У него вырвался жест протеста, но она, пожав плечами, продолжала:
– Я не дворянка. Я знавала аристократов, когда сила была на их стороне, и могу сказать, что они злоупотребляли своими привилегиями. На моих глазах слуги герцога Каналея избили палками твоего отца за то, что он недостаточно быстро посторонился, чтобы уступить дорогу их господину. Я не любила Австриячку{27}, она была слишком высокомерна и расточительна. Короля, правда, я считала неплохим человеком и только после его процесса и осуждения переменила мнение о нем. Словом, я не жалею о старом режиме, хотя и при нем я знавала кой-какую радость. Но не говори мне, что революция установит равенство: люди никогда не будут равны. Это невозможно, хотя бы вы всё здесь перевернули вверх дном: всегда будут люди знатные и безвестные, жирные и тощие.
Говоря, она убирала посуду. Художник уже не слушал ее. Он набрасывал силуэт санкюлота в красном колпаке и карманьоле, который должен был в его колоде заменить упраздненного валета пик.
Кто-то постучался в дверь, и на пороге показалась молодая крестьянка, коренастая, занимавшая больше места в ширину, чем в высоту, рыжая, кривоногая, с бельмом на левом глазу; правый глаз, бледно-голубого цвета, казался совсем белым; непомерно толстые губы были оттопырены торчащими вперед зубами.
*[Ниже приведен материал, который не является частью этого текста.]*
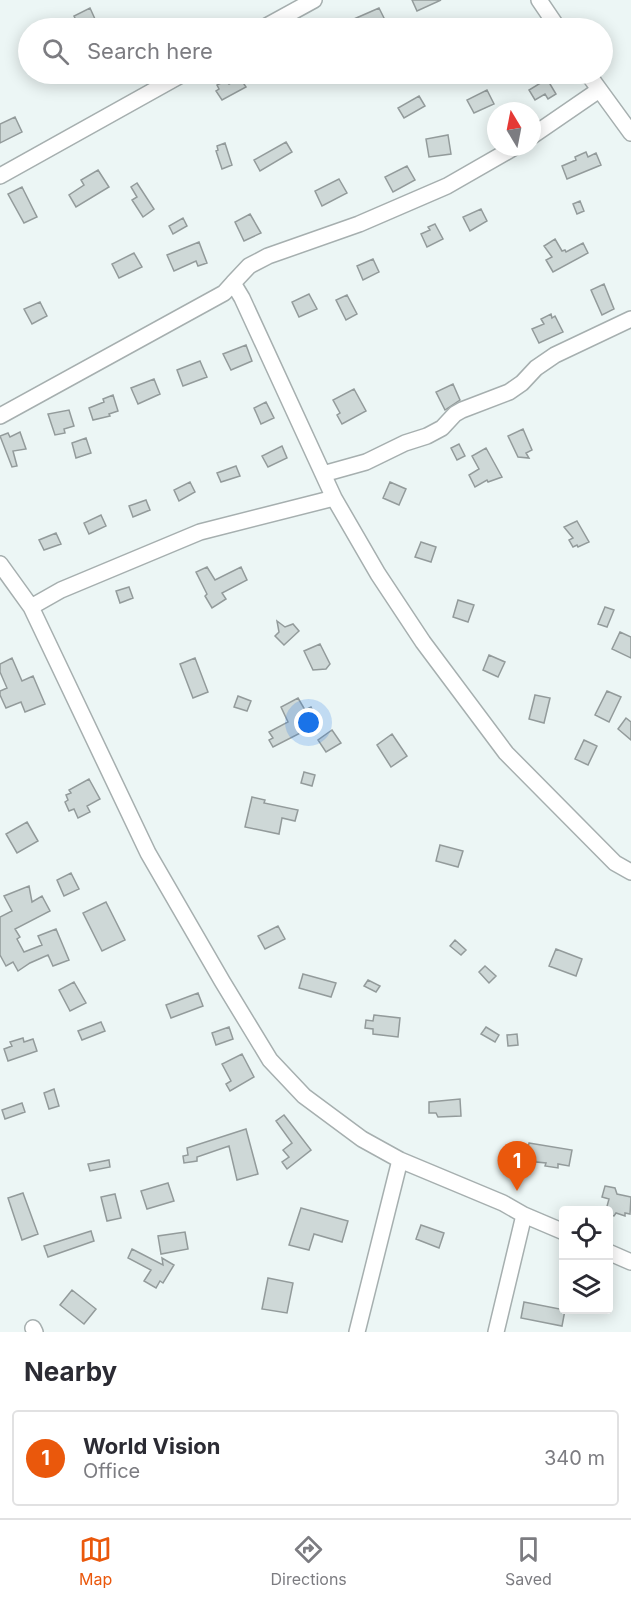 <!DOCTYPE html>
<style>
:root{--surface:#fff;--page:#f7f7f7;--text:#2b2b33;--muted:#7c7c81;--line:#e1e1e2;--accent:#ea580c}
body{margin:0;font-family:Inter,sans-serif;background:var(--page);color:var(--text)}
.controls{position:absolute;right:18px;bottom:18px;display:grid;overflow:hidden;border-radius:6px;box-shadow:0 3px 15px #0003}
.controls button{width:54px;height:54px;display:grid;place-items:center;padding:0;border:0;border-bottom:2px solid var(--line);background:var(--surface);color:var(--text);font:30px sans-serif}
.compass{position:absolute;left:487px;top:102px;width:54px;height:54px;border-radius:50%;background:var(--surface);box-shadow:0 3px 15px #0003;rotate:350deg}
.you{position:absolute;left:309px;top:723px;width:21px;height:21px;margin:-15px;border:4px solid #fff;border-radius:50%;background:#1a73e8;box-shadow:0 0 0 9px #1a73e833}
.badge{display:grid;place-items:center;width:39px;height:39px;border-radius:50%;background:var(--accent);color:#fff;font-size:20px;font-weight:700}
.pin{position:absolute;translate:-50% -50px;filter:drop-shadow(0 2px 3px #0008)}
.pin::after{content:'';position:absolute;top:32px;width:21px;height:18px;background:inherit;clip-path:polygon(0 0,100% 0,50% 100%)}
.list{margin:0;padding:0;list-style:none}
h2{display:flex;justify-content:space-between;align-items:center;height:78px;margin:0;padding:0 24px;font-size:26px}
h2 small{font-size:20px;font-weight:400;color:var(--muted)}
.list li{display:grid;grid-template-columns:39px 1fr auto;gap:18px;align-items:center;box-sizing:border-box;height:96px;margin:0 12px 12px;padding:0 12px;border:2px solid var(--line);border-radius:6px}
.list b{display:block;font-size:22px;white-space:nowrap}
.list p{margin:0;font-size:20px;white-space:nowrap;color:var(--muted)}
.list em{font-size:20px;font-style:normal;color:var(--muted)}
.icon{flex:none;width:33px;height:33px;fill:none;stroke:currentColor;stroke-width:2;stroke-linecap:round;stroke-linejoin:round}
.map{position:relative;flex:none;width:631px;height:1332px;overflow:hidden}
.search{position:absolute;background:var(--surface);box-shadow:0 3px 15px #0003;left:18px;right:18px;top:18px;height:66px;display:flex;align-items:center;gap:15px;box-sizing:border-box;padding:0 21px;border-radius:33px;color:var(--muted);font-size:22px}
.sheet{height:186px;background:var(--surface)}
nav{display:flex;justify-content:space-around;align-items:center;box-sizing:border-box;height:84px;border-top:2px solid var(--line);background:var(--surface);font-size:16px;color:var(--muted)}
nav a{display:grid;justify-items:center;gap:3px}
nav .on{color:var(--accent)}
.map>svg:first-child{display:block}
</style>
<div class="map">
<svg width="631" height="1332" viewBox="0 0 631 1332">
<rect width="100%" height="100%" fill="#ecf6f5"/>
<!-- building -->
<path fill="#ced8d7" stroke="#939b9b" stroke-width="1.5" d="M412,0H441L417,11Z
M90,8L95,19L79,26L74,16Z
M379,8L389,28H358L354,19Z
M240,78L246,87L222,100L216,91L219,89L217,85L225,81L229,84Z
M547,79L556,94L548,99L545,94L535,100L529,90Z
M487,90L494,104L474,113L467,100Z
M419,96L425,106L404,118L398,108Z
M15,117L22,132L0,143V124Z
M448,135L451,154L429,157L426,139Z
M286,142L292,152L260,171L254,160Z
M225,143L232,165L222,169L216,151L218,150L217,146Z
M586,152L588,157L596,153L601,165L567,179L562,166L576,160L575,157Z
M407,166L415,180L393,192L385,177Z
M98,170L109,187L76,207L69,195L84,185L81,180Z
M339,179L347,193L322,206L315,191Z
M137,183L154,209L143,217L132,200L137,197L131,187Z
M22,187L37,217L24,223L8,194Z
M580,201L584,211L577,214L573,204Z
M481,209L487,221L470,231L463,217Z
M250,214L261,233L244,241L235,222Z
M183,218L187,226L173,234L169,226Z
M435,224L443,239L427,247L421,234L430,230L428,227Z
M555,239L562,251L565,250L566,252L583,243L588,253L553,272L546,260L552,257L544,246Z
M199,242L207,263L198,266L196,261L174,271L167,255Z
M134,253L142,267L119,278L112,264Z
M373,259L379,272L363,280L357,266Z
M604,284L614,309L602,315L591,290Z
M309,294L317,309L299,317L292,302Z
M347,295L357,314L346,320L336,300Z
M40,302L47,316L32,324L24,309Z
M551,314L552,318L555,316L563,332L539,343L532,329L544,324L541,319Z
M246,345L252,361L231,370L223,354Z
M200,361L207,377L183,386L177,370Z
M154,379L160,394L138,404L131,388Z
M453,384L460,400L445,410L436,392Z
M354,389L366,411L342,424L337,415L340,413L333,400Z
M113,395L118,411L109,414L110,416L93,420L89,408L104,402L103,399Z
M266,402L274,418L261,424L254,408Z
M69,410L74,426L64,429L65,433L55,435L48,414Z
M523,429L532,450L526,453L529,458L518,457L508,436Z
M20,432L26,449L13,451L17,466L12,467L0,436L8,433L10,437Z
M86,438L91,453L76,458L72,443Z
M459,444L465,456L457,460L451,448Z
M282,446L287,458L268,467L262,456Z
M486,448L502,477L488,482L487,480L475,487L469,475L479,469L472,456Z
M236,466L240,476L221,482L217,473Z
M190,482L195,492L179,501L174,490Z
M390,482L406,489L399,505L383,498Z
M146,500L150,510L133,517L129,506Z
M101,515L106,526L89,534L84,523Z
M577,521L589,542L578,547L577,545L573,547L569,540L573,538L564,527Z
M56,533L61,544L44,550L39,540Z
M421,542L436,547L431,562L415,557Z
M207,567L215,580L241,567L247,580L222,593L226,599L212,608L205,596L207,594L196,572Z
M129,587L133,598L120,603L116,591Z
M458,600L474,605L468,622L453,617Z
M605,607L614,610L607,627L598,624Z
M277,621L285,627L293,624L299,631L284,645L275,636L279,632Z
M620,632L631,637V658L612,649Z
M320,644L330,664L326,669L313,670L304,651Z
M489,655L505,662L498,677L483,670Z
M12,658L22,681L33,676L45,704L25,712L21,702L6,708L0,695V691L7,688L0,672V664Z
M195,658L208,692L193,698L180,664Z
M607,691L621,697L609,722L595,715Z
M535,695L550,698L544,723L529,719Z
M238,696L251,701L247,711L234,707Z
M298,698L305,710L311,707L316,718L313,720L316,725L273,747L269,740L273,738L269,732L288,722L281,707Z
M626,718L631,722V740L618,729Z
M332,730L341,743L326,752L318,740Z
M392,734L407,756L391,767L377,745Z
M584,740L597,746L588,765L575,759Z
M304,772L315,775L312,786L301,783Z
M89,779L100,799L87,806L90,812L78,818L74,809L69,811L65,802L68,800L66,795L71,793L69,790Z
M252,797L265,800L264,803L298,810L295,821L282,818L279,834L245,827Z
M27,822L38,841L17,853L6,834Z
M440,845L463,851L458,867L436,861Z
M71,873L79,889L64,896L57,880Z
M29,886L32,902L42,896L50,911L15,929L20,937L17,939L24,952L42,945L38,936L56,929L69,960L53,966L48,955L30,963L18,971L13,962L6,966L0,955V917L12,911L4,896Z
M106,902L125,940L102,951L83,913Z
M278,926L285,939L265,949L258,936Z
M455,940L466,950L461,955L450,946Z
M556,949L582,959L576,976L549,966Z
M485,966L496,976L489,983L479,972Z
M303,974L336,983L331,997L299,988Z
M368,980L380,986L376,992L364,986Z
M74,982L86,1003L70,1011L59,990Z
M198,993L203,1006L171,1018L166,1005Z
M374,1015L400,1018L398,1037L373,1034V1029L365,1028L366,1020L373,1021Z
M101,1022L105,1031L82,1040L78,1031Z
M229,1027L233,1039L216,1045L212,1033Z
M486,1027L499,1035L495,1042L481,1034Z
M517,1034L518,1045L508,1046L507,1035Z
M23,1038L24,1042L33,1039L37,1051L8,1061L4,1049L12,1046L10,1042Z
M242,1054L254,1077L230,1091L226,1084L231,1081L222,1064Z
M54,1089L59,1106L49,1109L44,1093Z
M460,1099L461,1116L438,1117L436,1113H429V1102Z
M22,1103L25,1112L5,1119L2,1110Z
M284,1115L311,1150L287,1169L282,1162L289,1157L283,1150L292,1143L276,1121Z
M246,1129L258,1174L237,1180L229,1146L197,1157V1161L184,1163L183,1156L188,1155L187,1148Z
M529,1143L572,1150L569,1166L558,1164V1168L545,1166L546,1163L526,1161Z
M109,1160L110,1167L90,1171L88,1164Z
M168,1183L174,1201L147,1209L141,1191Z
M605,1186L615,1188L617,1194L631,1197L630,1214L625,1213V1216L616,1213L614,1216L609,1215V1210H606L609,1199L602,1197Z
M23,1193L38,1234L22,1240L8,1198Z
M115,1194L121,1218L107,1221L101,1197Z
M301,1208L348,1221L342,1242L314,1234L309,1250L289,1245Z
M421,1225L444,1233L439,1248L416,1239Z
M91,1231L94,1241L48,1257L44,1246Z
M185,1232L188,1249L161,1254L158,1236Z
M132,1249L163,1265L162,1258L174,1265L163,1283L160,1281L156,1288L144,1281L151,1270L128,1258Z
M268,1278L293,1283L287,1313L262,1309Z
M72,1290L96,1309L84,1324L60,1305Z
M524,1302L565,1310L562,1326L521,1318Z"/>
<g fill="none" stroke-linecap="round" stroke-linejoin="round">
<!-- minor casing -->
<g stroke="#a6afaf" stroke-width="18">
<path id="minor" d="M539,0L558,28
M263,28L314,0
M588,74L631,133
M532,136L599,90
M0,176L183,74
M0,416L224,293L233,283
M323,474L366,462L405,443L427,436L442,428L455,414L462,410L509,392L522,383L536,368L555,355L631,319
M334,498L242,298L233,283L249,266L268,256L359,224L447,186L515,147
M0,564L31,607L148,853L222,981L270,1060L304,1096L362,1139L400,1160L503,1203L524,1215L564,1232
M31,607L61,590L200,532L334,498L378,574L423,642L506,753L615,863L631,872
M608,1252L631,1262
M33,1328L35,1332
M357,1332L400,1160
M496,1332L524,1215"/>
</g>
<!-- minor -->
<use href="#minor" stroke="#fff" stroke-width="15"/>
</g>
</svg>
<div class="controls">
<button><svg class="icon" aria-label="locate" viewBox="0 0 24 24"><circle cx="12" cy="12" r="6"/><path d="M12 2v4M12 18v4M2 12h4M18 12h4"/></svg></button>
<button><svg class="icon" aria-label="layers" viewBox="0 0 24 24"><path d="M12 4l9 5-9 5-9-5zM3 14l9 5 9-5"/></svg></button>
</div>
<svg class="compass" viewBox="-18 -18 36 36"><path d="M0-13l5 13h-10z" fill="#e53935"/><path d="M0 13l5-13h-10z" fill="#7c7c81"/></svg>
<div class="you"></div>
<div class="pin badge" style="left:517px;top:1191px">1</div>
<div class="search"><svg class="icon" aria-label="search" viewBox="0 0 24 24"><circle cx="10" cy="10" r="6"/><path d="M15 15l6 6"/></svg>Search here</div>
</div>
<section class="sheet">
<h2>Nearby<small></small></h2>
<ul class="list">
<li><span class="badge">1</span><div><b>World Vision</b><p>Office</p></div><em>340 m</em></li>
</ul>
</section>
<nav>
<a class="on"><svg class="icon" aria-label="map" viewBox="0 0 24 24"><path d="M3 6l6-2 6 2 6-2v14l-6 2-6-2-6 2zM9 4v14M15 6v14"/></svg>Map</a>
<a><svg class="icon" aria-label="directions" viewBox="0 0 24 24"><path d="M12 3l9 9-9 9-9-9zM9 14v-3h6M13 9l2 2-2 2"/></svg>Directions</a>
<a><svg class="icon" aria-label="saved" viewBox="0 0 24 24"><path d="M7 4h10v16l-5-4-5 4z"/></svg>Saved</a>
</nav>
Обратившись к Гамлену, она осведомилась, не он ли живописец и не согласится ли он написать портрет ее жениха, Феррана (Жюля), волонтера Арденнской армии.
Гамлен ответил, что охотно сделает портрет, когда доблестный воин вернется в Париж.
Девушка кротко, но вместе с тем настойчиво продолжала упрашивать, чтобы он сделал это тут же.
Художник, невольно улыбнувшись, возразил, что без оригинала это совершенно невозможно.
Бедняжка ничего не ответила: она не предвидела такого затруднения. Склонив голову на левое плечо, скрестив руки на животе, она не трогалась с места и молчала, по-видимому сильно огорченная. Ее простодушие и трогало и забавляло Гамлена; чтобы утешить незадачливую влюбленную, он сунул ей акварельный рисунок, изображавший волонтера, и спросил, не напоминает ли он ей жениха, находящегося в Арденнах.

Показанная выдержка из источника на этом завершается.